• [Required action]:
Those lines of the following listing which contain the string "детский" should be returned.

• [Working data]:
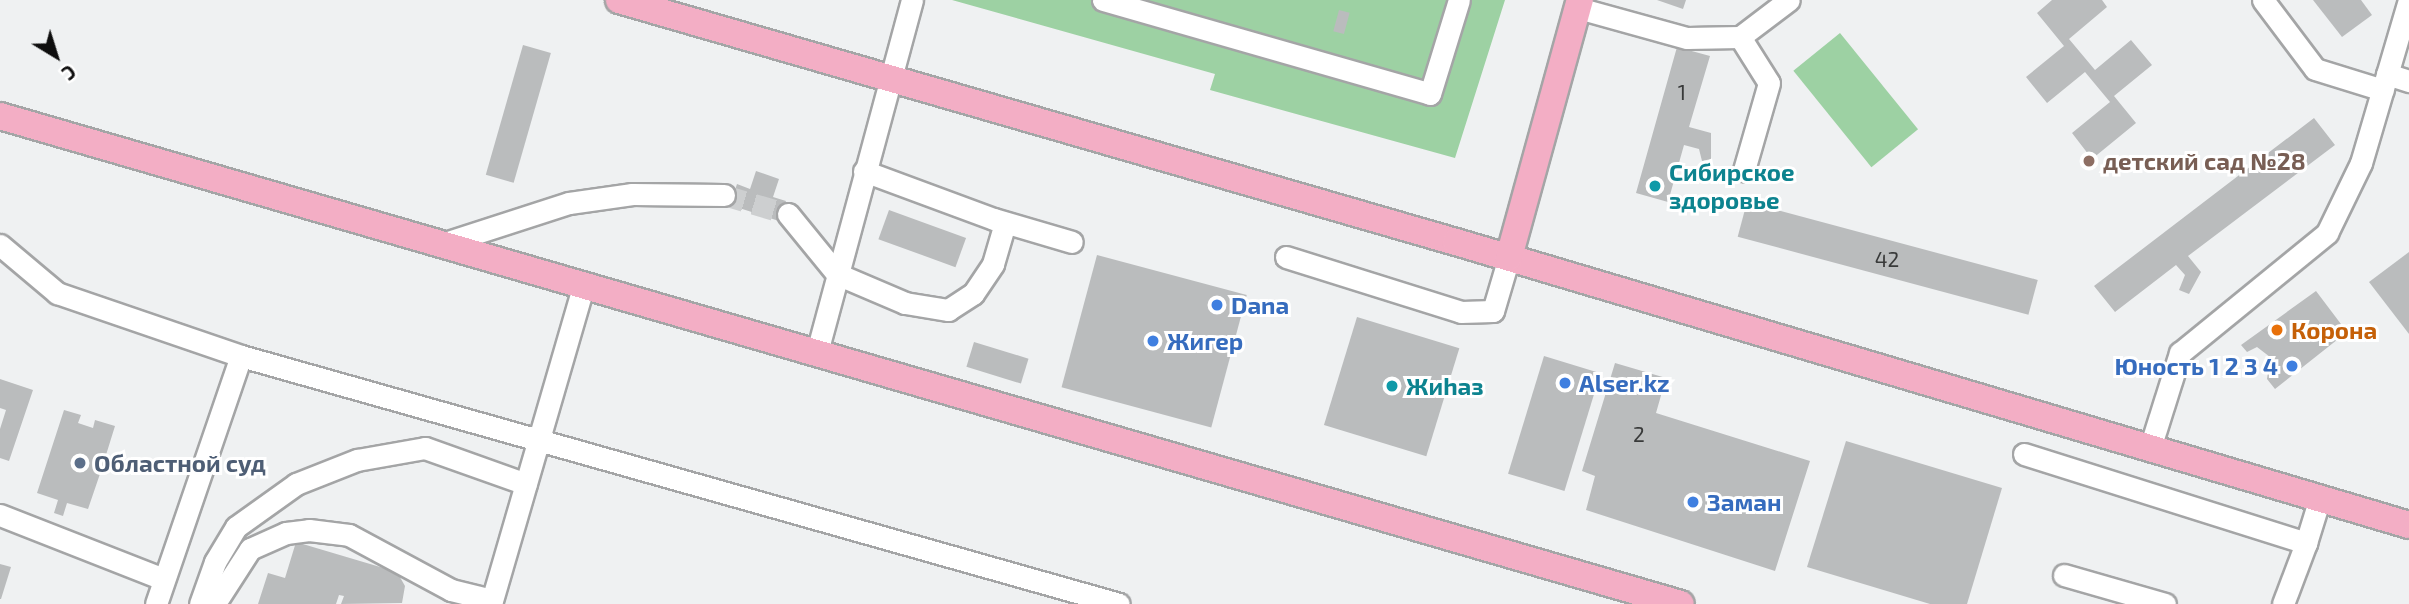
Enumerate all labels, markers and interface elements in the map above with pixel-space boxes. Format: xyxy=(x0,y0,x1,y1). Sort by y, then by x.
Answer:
north arrow xyxy=(21,21,91,91)
text: С xyxy=(58,60,81,85)
house number: 1 xyxy=(1678,79,1686,105)
place label: детский сад №28 xyxy=(2103,147,2306,175)
marker: детский сад №28 xyxy=(2081,153,2097,169)
place label: Сибирское здоровье xyxy=(1669,158,1795,214)
marker: Сибирское здоровье xyxy=(1647,178,1663,194)
house number: 42 xyxy=(1875,246,1899,272)
place label: Dana xyxy=(1231,291,1289,319)
marker: Dana xyxy=(1209,297,1225,313)
place label: Корона xyxy=(2291,316,2377,344)
marker: Корона xyxy=(2269,322,2285,338)
place label: Жигер xyxy=(1167,327,1243,355)
marker: Жигер xyxy=(1145,333,1161,349)
place label: Юность 1 2 3 4 xyxy=(2114,352,2278,380)
marker: Юность 1 2 3 4 xyxy=(2284,358,2300,374)
place label: Alser.kz xyxy=(1579,369,1670,397)
place label: Жиhаз xyxy=(1406,372,1484,400)
marker: Alser.kz xyxy=(1557,375,1573,391)
marker: Жиhаз xyxy=(1384,378,1400,394)
house number: 2 xyxy=(1633,421,1645,447)
place label: Областной суд xyxy=(94,449,266,477)
marker: Областной суд xyxy=(72,455,88,471)
place label: Заман xyxy=(1707,488,1781,516)
marker: Заман xyxy=(1685,494,1701,510)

• [Written answer]:
place label: детский сад №28 xyxy=(2103,147,2306,175)
marker: детский сад №28 xyxy=(2081,153,2097,169)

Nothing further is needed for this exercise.